**Stored data entries:**
*****
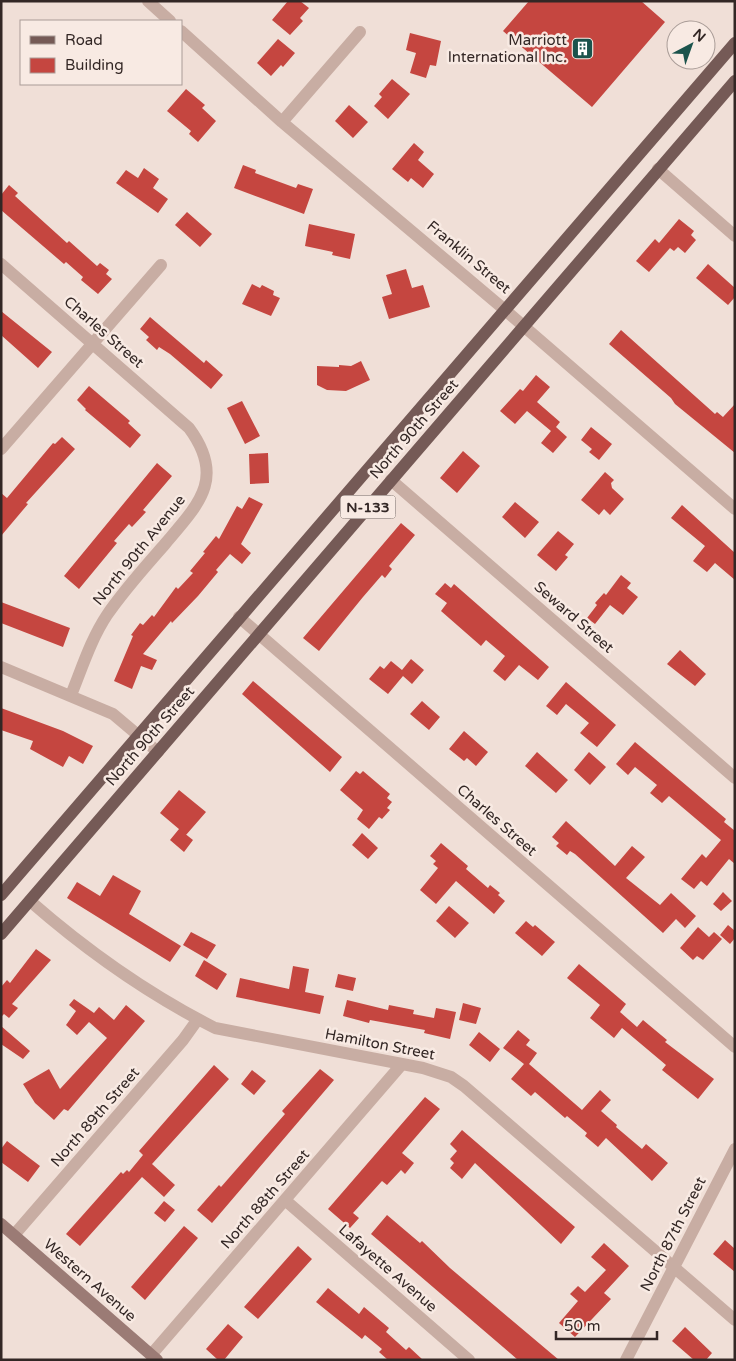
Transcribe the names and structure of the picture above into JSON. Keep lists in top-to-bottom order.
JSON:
{
  "streets": {
    "main road": ["North 90th Street", "N-133"],
    "street": [
      "Franklin Street",
      "Charles Street",
      "North 90th Avenue",
      "Seward Street",
      "Hamilton Street",
      "North 89th Street",
      "North 88th Street",
      "North 87th Street",
      "Lafayette Avenue",
      "Western Avenue"
    ]
  },
  "crossings": [
    ["Franklin Street", "North 90th Street"],
    ["Charles Street", "North 90th Street"],
    ["Charles Street", "North 90th Avenue"],
    ["North 90th Street", "Seward Street"],
    ["North 90th Street", "Hamilton Street"],
    ["Hamilton Street", "North 89th Street"],
    ["Hamilton Street", "North 88th Street"],
    ["Hamilton Street", "North 87th Street"],
    ["North 89th Street", "Western Avenue"],
    ["North 88th Street", "Lafayette Avenue"],
    ["North 88th Street", "Western Avenue"]
  ],
  "places": {
    "building": ["Marriott International Inc."]
  },
  "legend": ["Road", "Building"],
  "scale_bar": "50 m",
  "north": "top right"
}
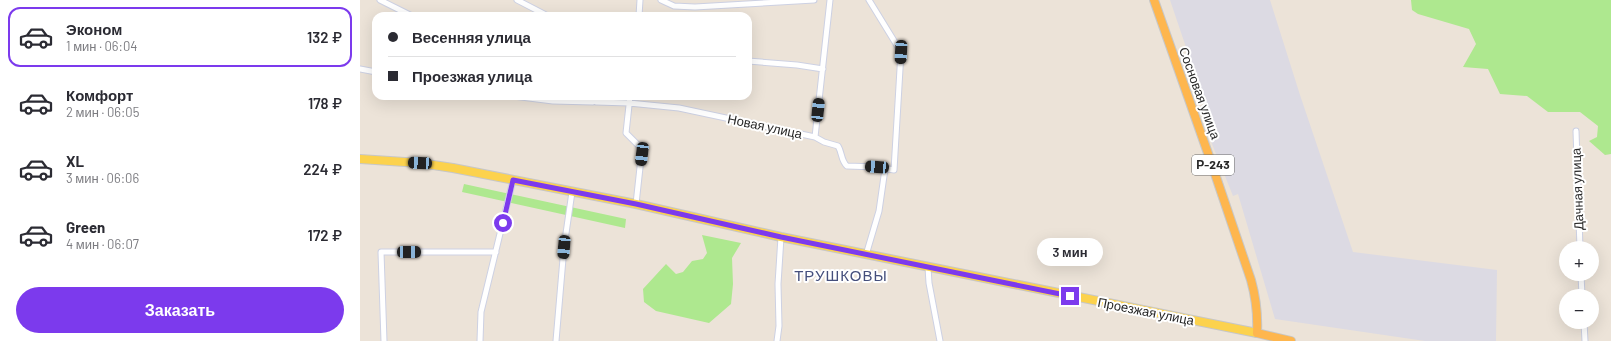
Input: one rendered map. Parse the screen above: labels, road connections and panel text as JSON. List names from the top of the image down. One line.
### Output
{"streets":{"highway":["Сосновая улица","Р-243"],"main road":["Проезжая улица"],"street":["Новая улица","Дачная улица"]},"crossings":[["Сосновая улица","Проезжая улица"]],"districts":["ТРУШКОВЫ"],"page":{"list":[{"name":"Эконом","note":"1 мин · 06:04","value":"132 ₽"},{"name":"Комфорт","note":"2 мин · 06:05","value":"178 ₽"},{"name":"XL","note":"3 мин · 06:06","value":"224 ₽"},{"name":"Green","note":"4 мин · 06:07","value":"172 ₽"}],"banner":["Весенняя улица","Проезжая улица"],"bubble":"3 мин","map_buttons":["+","−"],"buttons":"Заказать"}}
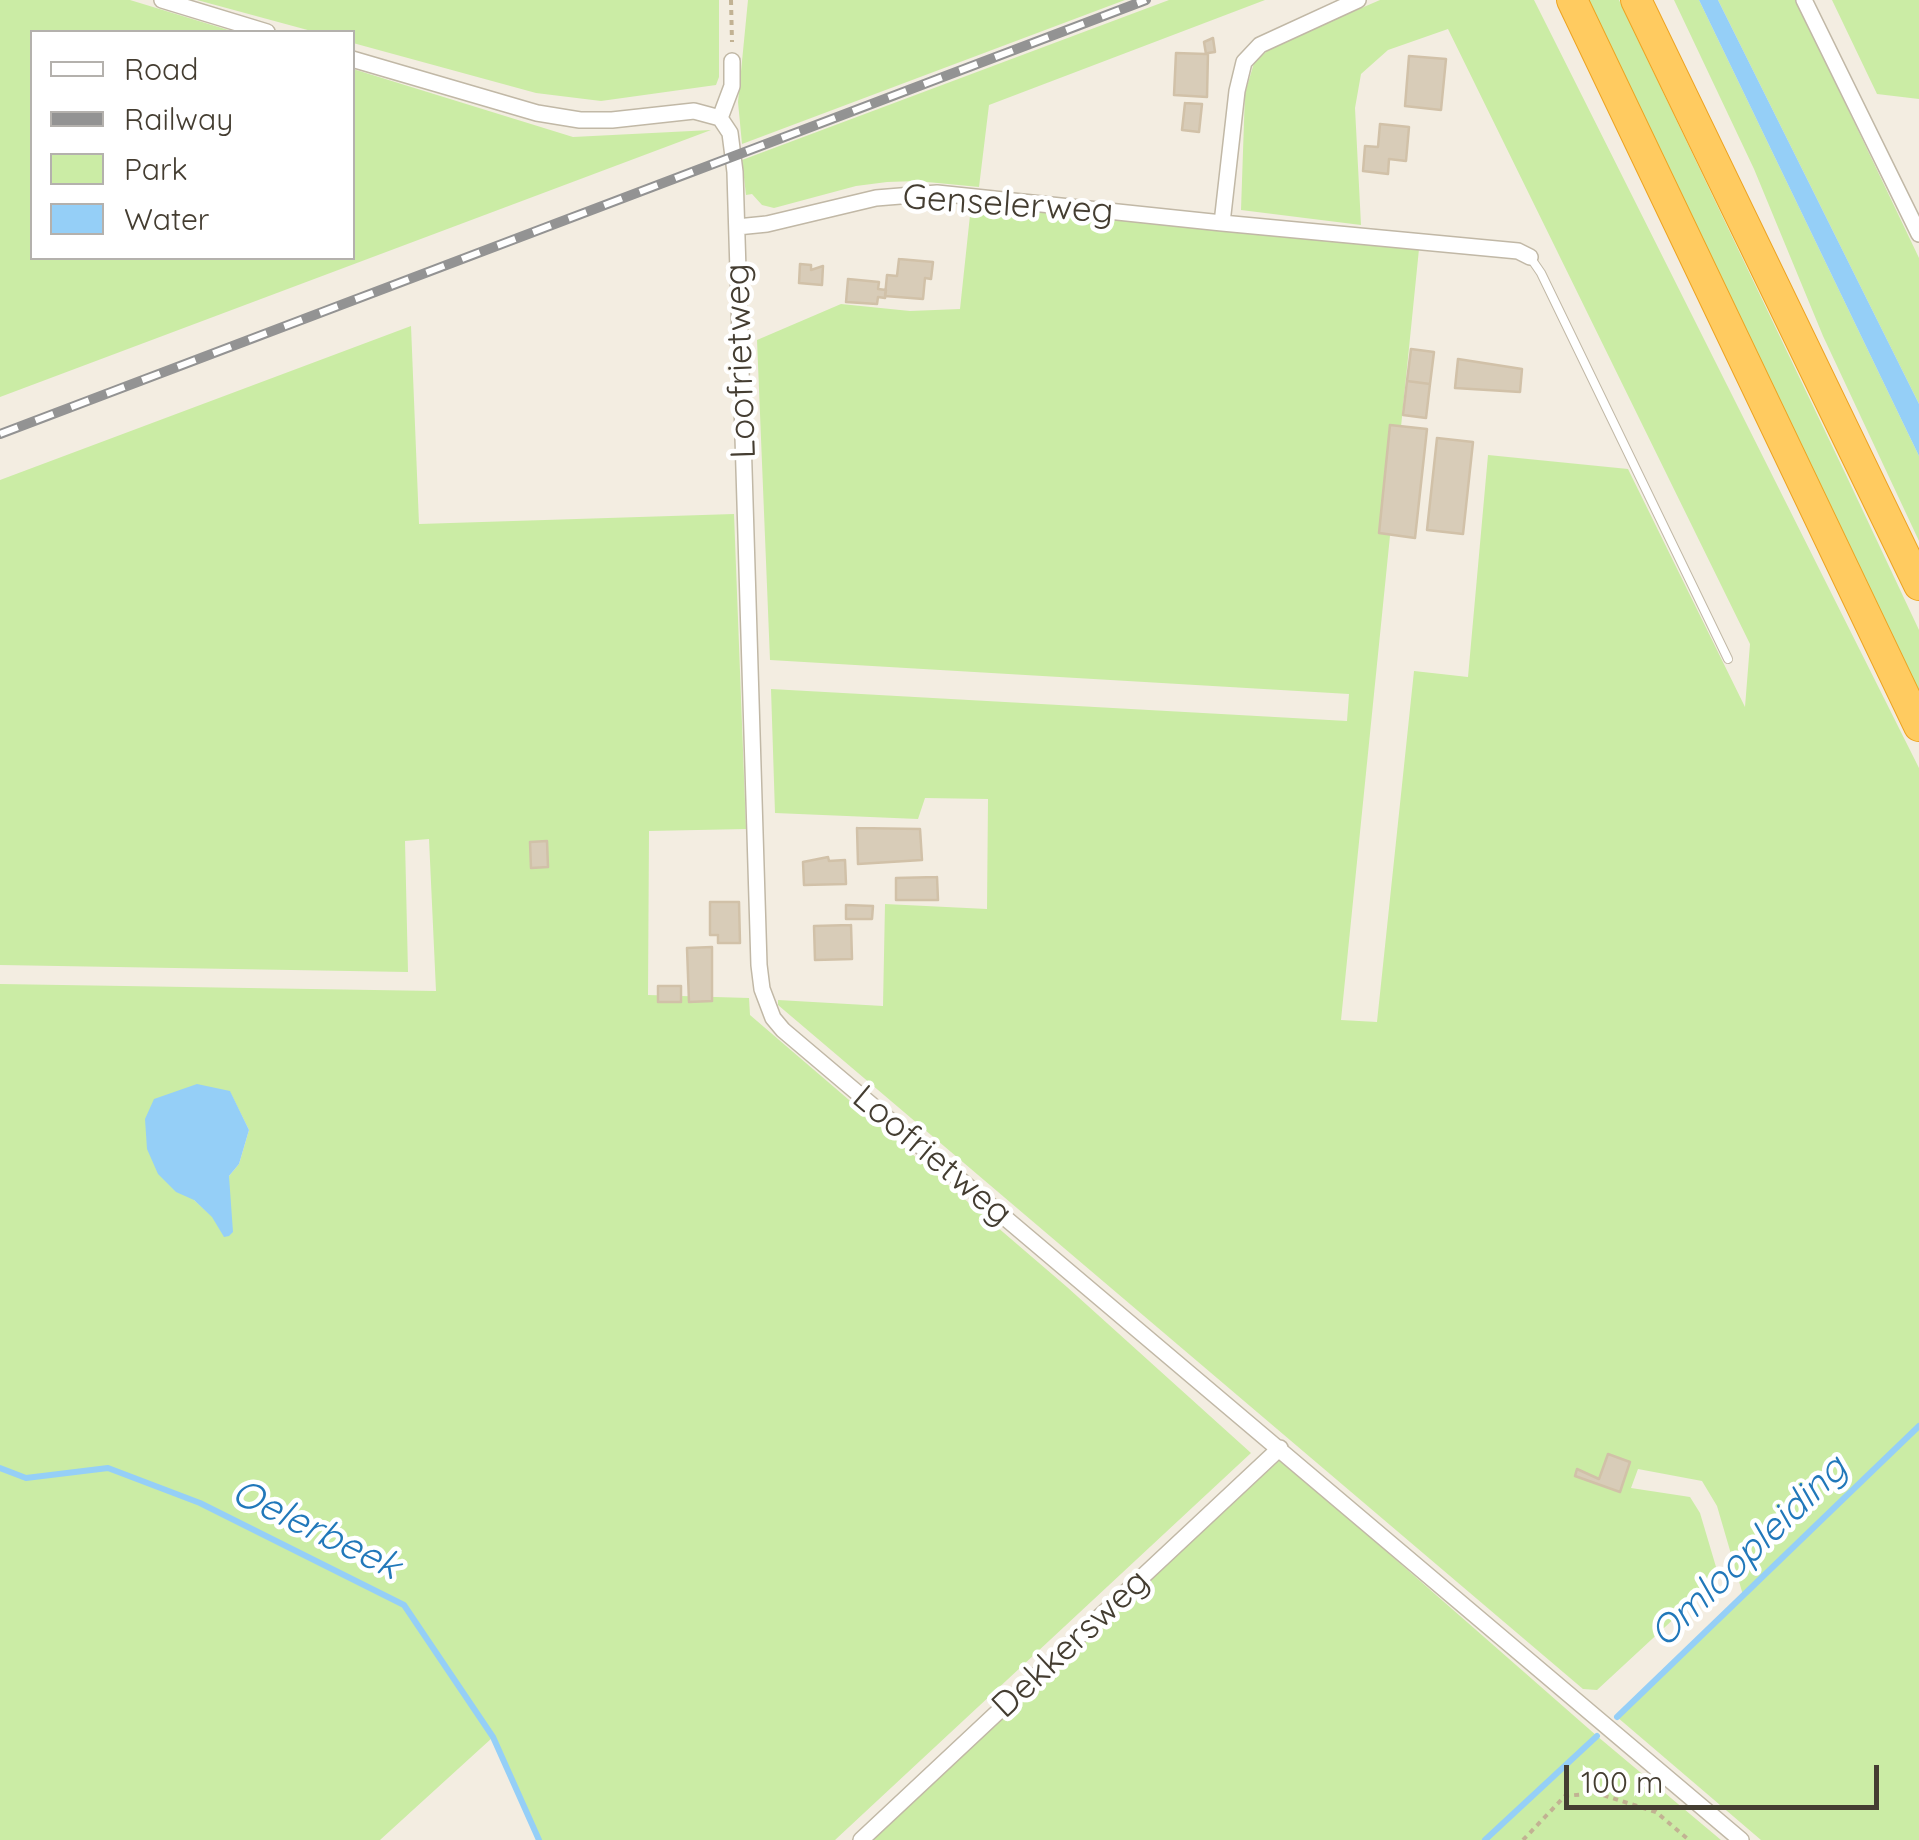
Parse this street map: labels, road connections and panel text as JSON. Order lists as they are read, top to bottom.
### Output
{
  "streets": {
    "street": ["Genselerweg", "Loofrietweg", "Dekkersweg"]
  },
  "crossings": [
    ["Genselerweg", "Loofrietweg"],
    ["Loofrietweg", "Dekkersweg"]
  ],
  "water": ["Oelerbeek", "Omloopleiding"],
  "legend": [
    "Road",
    "Railway",
    "Park",
    "Water"
  ],
  "scale_bar": "100 m"
}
*****
**The task:** Among the lines of the data, find every one that holds "connections" and copy it.

**Completed task:**
Input: one rendered map. Parse the screen above: labels, road connections and panel text as JSON. List names from the top of the image down. One line.
Parse this street map: labels, road connections and panel text as JSON. Order lists as they are read, top to bottom.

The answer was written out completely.